**INSTRUCTIONS FOR THE TASK:**
Ignore the pictures in the data below and set down exactly the lines from its first line through the line containing "position:absolute; left:16px; top:16px;".

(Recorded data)
*** Begin section ***

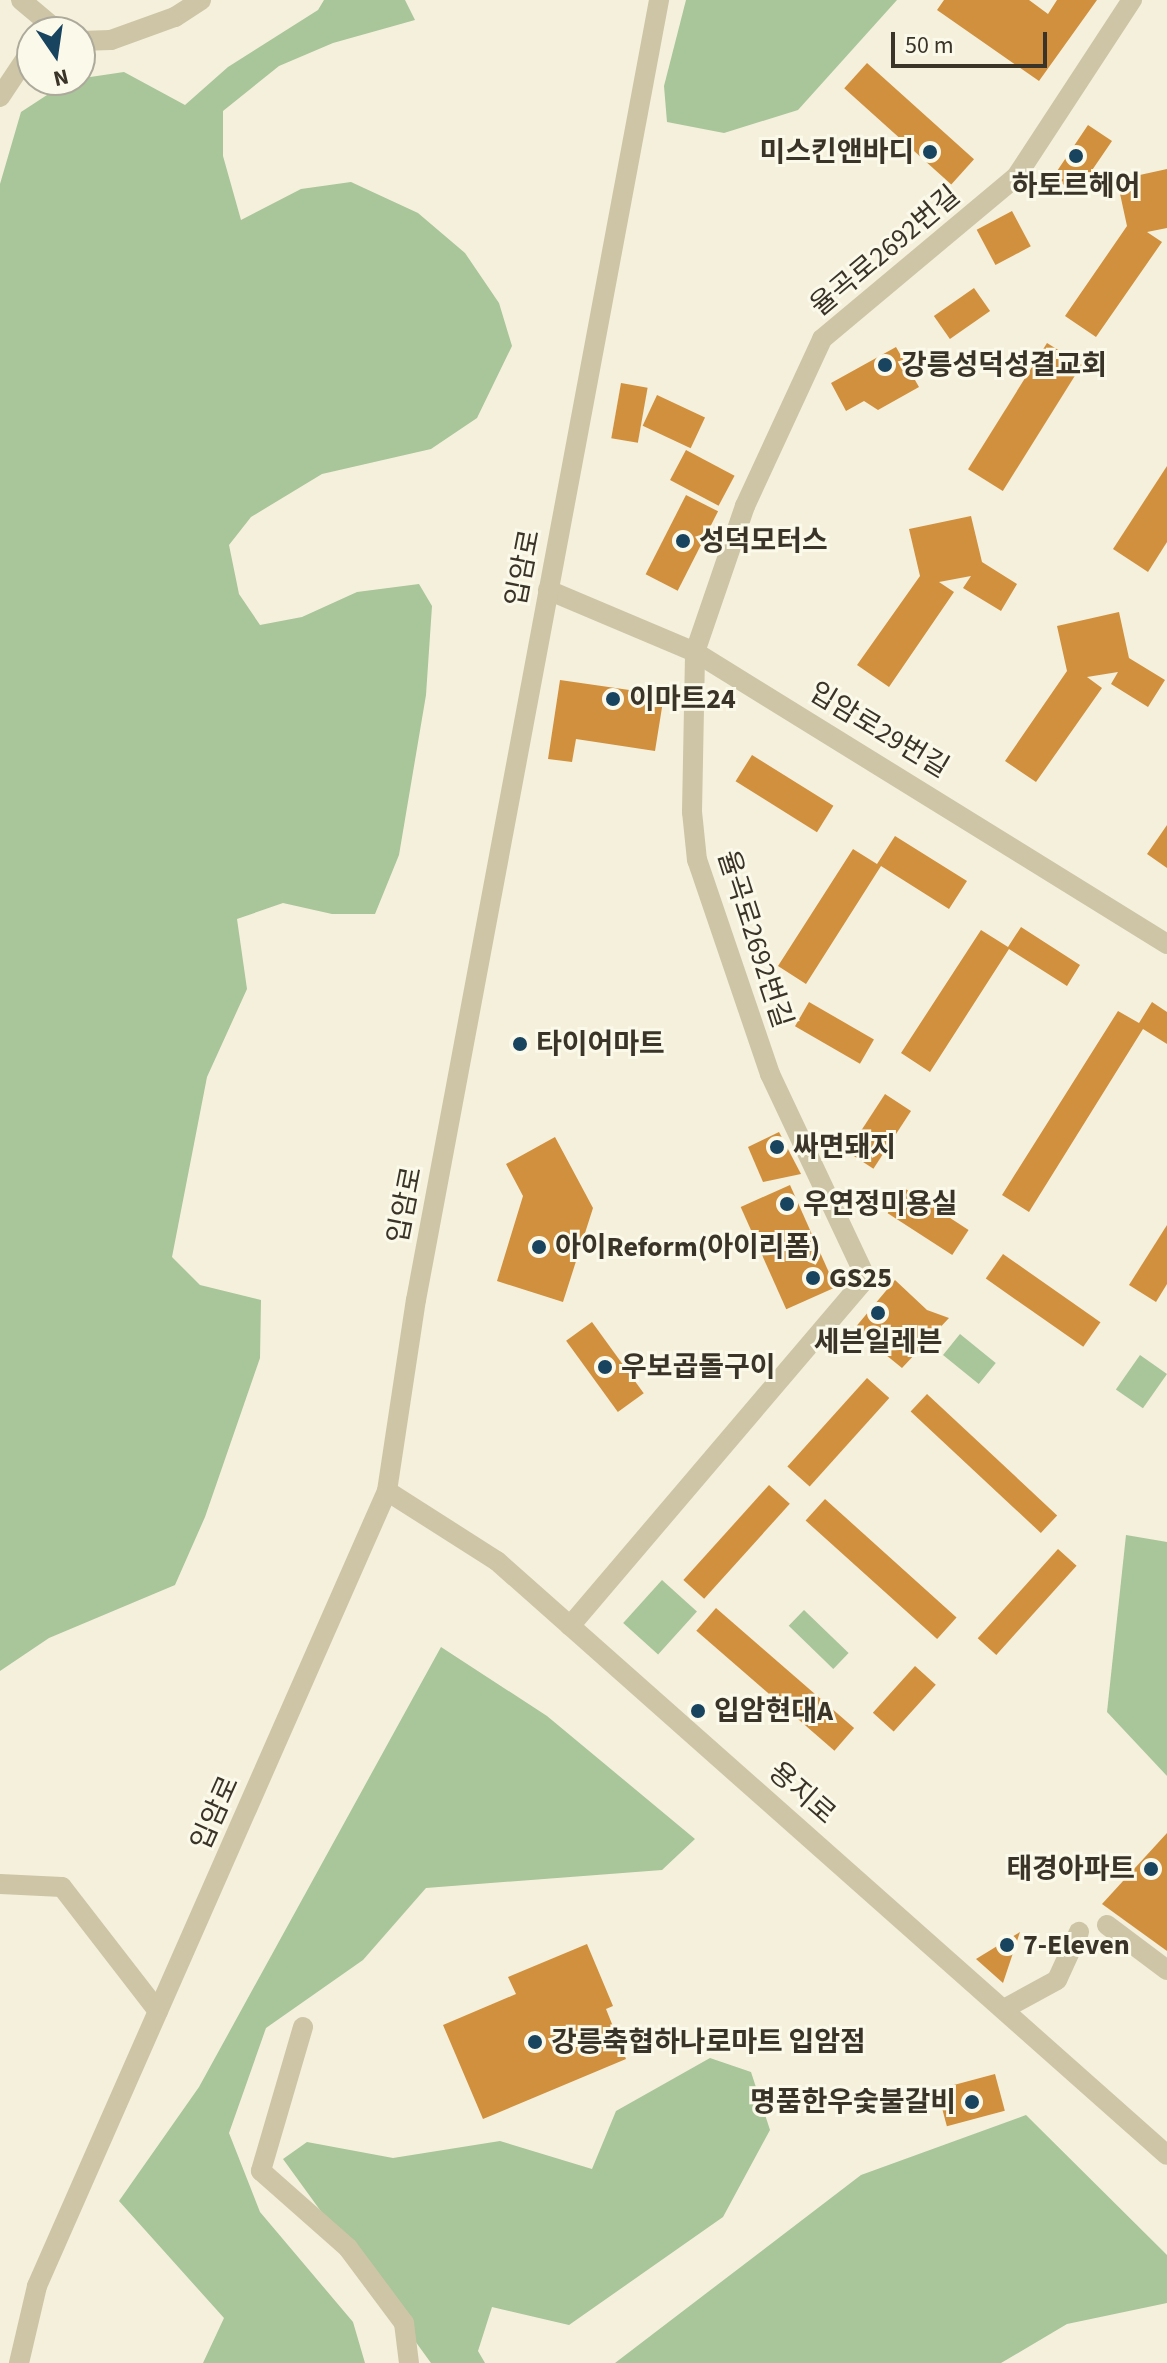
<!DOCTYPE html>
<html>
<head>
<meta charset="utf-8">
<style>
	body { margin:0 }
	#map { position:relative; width:1167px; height:2363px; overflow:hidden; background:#f4f0dc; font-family:"Source Sans 3","Noto Sans KR",sans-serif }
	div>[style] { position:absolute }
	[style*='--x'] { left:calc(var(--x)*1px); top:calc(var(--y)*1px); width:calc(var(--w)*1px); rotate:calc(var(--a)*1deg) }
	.green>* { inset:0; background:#a9c59a; transform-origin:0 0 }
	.building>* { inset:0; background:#d1903d; transform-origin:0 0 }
	.minor>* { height:20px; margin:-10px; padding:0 10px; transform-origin:10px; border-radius:10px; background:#cec5a6 }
	.dots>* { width:22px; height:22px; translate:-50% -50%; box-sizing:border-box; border:4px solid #fbf9e9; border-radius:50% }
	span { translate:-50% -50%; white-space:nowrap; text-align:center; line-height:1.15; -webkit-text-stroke:6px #fbf9e9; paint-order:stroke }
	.poi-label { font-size:28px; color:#393328; font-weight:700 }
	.right { translate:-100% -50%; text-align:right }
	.left { translate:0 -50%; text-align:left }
	.street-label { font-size:28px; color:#393328 }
	.north { position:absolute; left:16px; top:16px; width:80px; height:80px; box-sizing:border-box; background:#fbf9e9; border:2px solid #adaa9c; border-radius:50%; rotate:167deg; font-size:22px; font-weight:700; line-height:32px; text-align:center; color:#393328 }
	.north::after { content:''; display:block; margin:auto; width:28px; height:36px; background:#19445f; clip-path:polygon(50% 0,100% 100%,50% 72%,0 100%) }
	.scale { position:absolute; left:891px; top:32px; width:156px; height:36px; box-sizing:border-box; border:4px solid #393328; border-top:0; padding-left:10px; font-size:24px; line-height:28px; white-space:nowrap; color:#393328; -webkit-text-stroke:6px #fbf9e9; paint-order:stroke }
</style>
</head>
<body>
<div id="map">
	<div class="green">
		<i style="clip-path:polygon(324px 0,405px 0,415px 20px,333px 43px,279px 66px,223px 111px,223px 156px,241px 220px,301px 189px,351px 182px,418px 213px,465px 253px,499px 303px,512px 346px,477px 418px,431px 449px,322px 474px,251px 517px,229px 545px,239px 594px,260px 625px,302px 617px,357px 592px,419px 584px,432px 606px,426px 695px,399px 855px,375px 914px,332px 914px,283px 903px,237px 919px,247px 989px,207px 1077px,172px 1257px,200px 1285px,261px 1300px,260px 1358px,205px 1517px,175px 1585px,49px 1638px,0 1671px,0 184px,21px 112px,70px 80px,124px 72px,185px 105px,228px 67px,318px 10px)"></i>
		<i style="clip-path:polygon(686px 0,897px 0,798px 110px,724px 133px,667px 122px,664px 86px)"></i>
		<i style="left:960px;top:1334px;width:46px;height:27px;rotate:39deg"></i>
		<i style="left:1140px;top:1355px;width:33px;height:42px;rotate:35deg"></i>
		<i style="clip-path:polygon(1126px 1535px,1167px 1542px,1167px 1776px,1107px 1712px)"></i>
		<i style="left:662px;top:1580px;width:47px;height:58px;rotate:42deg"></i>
		<i style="left:804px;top:1610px;width:62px;height:22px;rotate:44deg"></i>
		<i style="clip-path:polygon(441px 1647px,547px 1716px,695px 1839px,662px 1870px,426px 1888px,363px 1960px,266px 2028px,229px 2133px,260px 2212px,353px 2322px,365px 2363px,203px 2363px,224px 2318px,119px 2201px,199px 2087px)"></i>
		<i style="clip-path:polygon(710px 2058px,751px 2072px,770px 2130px,723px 2217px,569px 2325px,492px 2307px,478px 2351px,485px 2363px,431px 2363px,283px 2159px,307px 2142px,393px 2158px,500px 2141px,592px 2169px,616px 2111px)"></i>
		<i style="clip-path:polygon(1026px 2115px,1167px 2255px,1167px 2303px,1067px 2324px,1001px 2363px,615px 2363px,861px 2175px)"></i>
	</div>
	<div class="building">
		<i style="clip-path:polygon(944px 0,1029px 0,1048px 14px,1057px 0,1097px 0,1039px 81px,937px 10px)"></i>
		<i style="left:867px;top:63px;width:144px;height:34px;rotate:42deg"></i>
		<i style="clip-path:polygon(1088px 125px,1112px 141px,1084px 182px,1074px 176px,1067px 187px,1053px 177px)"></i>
		<i style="clip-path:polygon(1167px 169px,1167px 228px,1147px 232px,1162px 242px,1096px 337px,1065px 316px,1127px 226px,1117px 180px)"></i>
		<i style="left:1012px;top:211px;width:40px;height:40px;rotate:62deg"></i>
		<i style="left:974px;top:288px;width:28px;height:49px;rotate:55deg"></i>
		<i style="left:1047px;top:343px;width:41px;height:149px;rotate:32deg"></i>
		<i style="clip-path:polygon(896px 347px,919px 387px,878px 410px,864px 401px,846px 411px,831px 383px)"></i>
		<i style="left:621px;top:383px;width:27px;height:56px;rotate:10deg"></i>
		<i style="left:657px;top:395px;width:53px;height:34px;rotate:25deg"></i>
		<i style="left:686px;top:450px;width:55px;height:34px;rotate:28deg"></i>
		<i style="clip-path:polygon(1167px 466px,1167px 542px,1148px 572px,1113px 549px)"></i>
		<i style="left:686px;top:495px;width:36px;height:89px;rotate:27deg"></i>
		<i style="clip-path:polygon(971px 516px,982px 562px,1017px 584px,1001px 611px,963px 588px,971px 576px,939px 582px,954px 592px,889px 687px,857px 665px,920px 576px,909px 529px)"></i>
		<i style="clip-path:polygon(1119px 612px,1129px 658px,1165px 680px,1148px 707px,1111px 684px,1118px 672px,1087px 677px,1102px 688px,1036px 782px,1005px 761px,1067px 671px,1057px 626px)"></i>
		<i style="clip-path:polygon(560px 680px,664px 695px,655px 751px,576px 739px,572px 762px,548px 759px)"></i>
		<i style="left:752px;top:755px;width:96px;height:31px;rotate:32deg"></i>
		<i style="clip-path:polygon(1167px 825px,1167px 868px,1147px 854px)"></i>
		<i style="clip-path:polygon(895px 836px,967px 881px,949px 909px,881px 866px,806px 984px,778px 966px,853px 849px,877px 864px)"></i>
		<i style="clip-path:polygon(1021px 927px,1080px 965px,1067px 986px,1009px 949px,930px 1072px,901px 1053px,981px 930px,1008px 947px)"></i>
		<i style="left:809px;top:1002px;width:75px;height:28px;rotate:30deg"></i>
		<i style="clip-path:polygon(1152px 1002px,1167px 1012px,1167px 1044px,1143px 1029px,1029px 1212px,1002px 1195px,1118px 1011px,1139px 1023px)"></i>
		<i style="left:885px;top:1094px;width:31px;height:69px;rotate:33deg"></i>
		<i style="clip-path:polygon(779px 1132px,801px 1174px,763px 1182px,748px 1147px)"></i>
		<i style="clip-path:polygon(555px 1137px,593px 1208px,563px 1302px,497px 1281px,523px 1196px,506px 1164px)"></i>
		<i style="left:790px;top:1185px;width:112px;height:54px;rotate:66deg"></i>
		<i style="left:904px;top:1188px;width:77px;height:30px;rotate:33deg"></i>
		<i style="clip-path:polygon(1167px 1225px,1167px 1284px,1156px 1302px,1129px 1285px)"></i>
		<i style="left:1003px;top:1254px;width:119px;height:30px;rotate:35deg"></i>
		<i style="clip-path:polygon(895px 1280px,927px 1310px,949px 1318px,902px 1368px,854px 1329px)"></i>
		<i style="left:592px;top:1322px;width:88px;height:32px;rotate:54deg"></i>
		<i style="left:867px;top:1378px;width:30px;height:119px;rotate:42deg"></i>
		<i style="left:927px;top:1394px;width:178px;height:24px;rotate:43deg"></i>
		<i style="left:769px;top:1485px;width:28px;height:128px;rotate:42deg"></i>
		<i style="left:825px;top:1499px;width:177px;height:29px;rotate:42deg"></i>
		<i style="left:1058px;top:1549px;width:25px;height:120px;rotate:42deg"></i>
		<i style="left:716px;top:1608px;width:183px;height:30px;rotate:41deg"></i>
		<i style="left:915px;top:1666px;width:28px;height:63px;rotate:42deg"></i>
		<i style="clip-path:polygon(1167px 1833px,1167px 1951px,1102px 1904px)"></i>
		<i style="clip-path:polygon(1020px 1932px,1003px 1983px,976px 1959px)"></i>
		<i style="clip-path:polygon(587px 1944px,613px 2006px,606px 2009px,626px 2059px,483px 2119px,443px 2025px,516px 1994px,508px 1977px)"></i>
		<i style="left:995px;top:2074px;width:38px;height:60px;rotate:75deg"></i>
	</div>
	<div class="minor">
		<i style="--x:21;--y:0;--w:50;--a:40.1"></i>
		<i style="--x:80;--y:41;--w:31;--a:-2"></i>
		<i style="--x:111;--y:40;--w:68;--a:-19.8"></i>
		<i style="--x:175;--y:17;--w:31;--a:-33"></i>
		<i style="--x:0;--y:97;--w:58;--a:-56.3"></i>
		<i style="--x:548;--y:590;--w:160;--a:22.9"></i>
		<i style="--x:695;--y:652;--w:555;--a:31.74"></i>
		<i style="--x:387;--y:1491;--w:130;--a:32.5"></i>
		<i style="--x:497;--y:1561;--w:895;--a:41.56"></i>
		<i style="--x:570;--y:1626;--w:457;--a:-49.6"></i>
		<i style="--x:866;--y:1278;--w:225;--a:-115.2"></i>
		<i style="--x:770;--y:1074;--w:226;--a:-108.8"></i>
		<i style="--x:697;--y:860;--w:48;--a:-95.9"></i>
		<i style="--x:692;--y:812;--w:160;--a:-88.9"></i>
		<i style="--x:695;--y:652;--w:154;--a:-71.1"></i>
		<i style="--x:745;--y:506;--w:184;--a:-65.2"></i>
		<i style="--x:822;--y:339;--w:253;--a:-39.9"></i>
		<i style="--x:1016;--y:177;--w:212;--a:-56.8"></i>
		<i style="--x:0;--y:1884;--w:62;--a:2.8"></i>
		<i style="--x:62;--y:1887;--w:157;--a:52.3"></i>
		<i style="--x:1107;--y:1925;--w:75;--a:36.9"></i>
		<i style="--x:1004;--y:2009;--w:60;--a:-28.7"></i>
		<i style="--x:1057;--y:1980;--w:53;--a:-65.4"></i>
		<i style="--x:303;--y:2027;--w:150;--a:106.3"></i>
		<i style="--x:261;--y:2171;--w:116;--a:41.5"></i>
		<i style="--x:348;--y:2248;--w:94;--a:53.3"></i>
		<i style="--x:404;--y:2323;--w:40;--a:82.9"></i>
		<i style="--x:19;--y:2363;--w:79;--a:-76.8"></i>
		<i style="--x:37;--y:2286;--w:869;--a:-66.24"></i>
		<i style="--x:387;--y:1491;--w:193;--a:-81.4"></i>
		<i style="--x:416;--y:1300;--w:1323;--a:-79.41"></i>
	</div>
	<div class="dots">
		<i style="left:930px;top:152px;background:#19445f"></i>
		<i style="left:1076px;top:156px;background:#19445f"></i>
		<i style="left:885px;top:365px;background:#19445f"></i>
		<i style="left:683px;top:541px;background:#19445f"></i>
		<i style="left:613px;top:699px;background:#19445f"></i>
		<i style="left:520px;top:1044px;background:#19445f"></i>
		<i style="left:777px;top:1147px;background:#19445f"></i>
		<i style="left:787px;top:1204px;background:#19445f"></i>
		<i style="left:539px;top:1247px;background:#19445f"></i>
		<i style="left:813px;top:1278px;background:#19445f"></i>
		<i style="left:878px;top:1313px;background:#19445f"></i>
		<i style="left:605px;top:1367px;background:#19445f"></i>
		<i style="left:698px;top:1711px;background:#19445f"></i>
		<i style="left:1151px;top:1869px;background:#19445f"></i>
		<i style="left:1007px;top:1945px;background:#19445f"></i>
		<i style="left:535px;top:2042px;background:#19445f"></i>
		<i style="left:972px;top:2102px;background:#19445f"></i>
	</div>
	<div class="poi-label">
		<span class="right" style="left:914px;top:152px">미스킨앤바디</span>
		<span style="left:1076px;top:186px">하토르헤어</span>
		<span class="left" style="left:901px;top:365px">강릉성덕성결교회</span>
		<span class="left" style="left:699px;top:541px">성덕모터스</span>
		<span class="left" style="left:629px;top:699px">이마트24</span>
		<span class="left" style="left:536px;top:1044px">타이어마트</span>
		<span class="left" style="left:793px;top:1147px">싸면돼지</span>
		<span class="left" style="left:803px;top:1204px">우연정미용실</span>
		<span class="left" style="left:555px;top:1247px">아이Reform(아이리폼)</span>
		<span class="left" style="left:829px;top:1278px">GS25</span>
		<span style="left:878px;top:1342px">세븐일레븐</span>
		<span class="left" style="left:621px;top:1367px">우보곱돌구이</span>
		<span class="left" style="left:714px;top:1711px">입암현대A</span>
		<span class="right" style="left:1135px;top:1869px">태경아파트</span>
		<span class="left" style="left:1023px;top:1945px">7-Eleven</span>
		<span class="left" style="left:551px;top:2042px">강릉축협하나로마트 입암점</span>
		<span class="right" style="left:956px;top:2102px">명품한우숯불갈비</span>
	</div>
	<div class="street-label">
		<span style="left:885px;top:251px;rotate:-40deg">율곡로2692번길</span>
		<span style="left:523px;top:568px;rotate:-79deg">입암로</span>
		<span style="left:879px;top:730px;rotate:31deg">입암로29번길</span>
		<span style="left:755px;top:939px;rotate:72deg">율곡로2692번길</span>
		<span style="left:405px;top:1205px;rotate:-79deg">입암로</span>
		<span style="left:802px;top:1793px;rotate:41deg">용지로</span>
		<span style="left:215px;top:1813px;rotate:-66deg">입암로</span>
	</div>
	<div class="north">N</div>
	<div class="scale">50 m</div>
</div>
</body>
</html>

*** End section ***

**SOLUTION TO THIS PROBLEM:**
<!DOCTYPE html>
<html>
<head>
<meta charset="utf-8">
<style>
	body { margin:0 }
	#map { position:relative; width:1167px; height:2363px; overflow:hidden; background:#f4f0dc; font-family:"Source Sans 3","Noto Sans KR",sans-serif }
	div>[style] { position:absolute }
	[style*='--x'] { left:calc(var(--x)*1px); top:calc(var(--y)*1px); width:calc(var(--w)*1px); rotate:calc(var(--a)*1deg) }
	.green>* { inset:0; background:#a9c59a; transform-origin:0 0 }
	.building>* { inset:0; background:#d1903d; transform-origin:0 0 }
	.minor>* { height:20px; margin:-10px; padding:0 10px; transform-origin:10px; border-radius:10px; background:#cec5a6 }
	.dots>* { width:22px; height:22px; translate:-50% -50%; box-sizing:border-box; border:4px solid #fbf9e9; border-radius:50% }
	span { translate:-50% -50%; white-space:nowrap; text-align:center; line-height:1.15; -webkit-text-stroke:6px #fbf9e9; paint-order:stroke }
	.poi-label { font-size:28px; color:#393328; font-weight:700 }
	.right { translate:-100% -50%; text-align:right }
	.left { translate:0 -50%; text-align:left }
	.street-label { font-size:28px; color:#393328 }
	.north { position:absolute; left:16px; top:16px; width:80px; height:80px; box-sizing:border-box; background:#fbf9e9; border:2px solid #adaa9c; border-radius:50%; rotate:167deg; font-size:22px; font-weight:700; line-height:32px; text-align:center; color:#393328 }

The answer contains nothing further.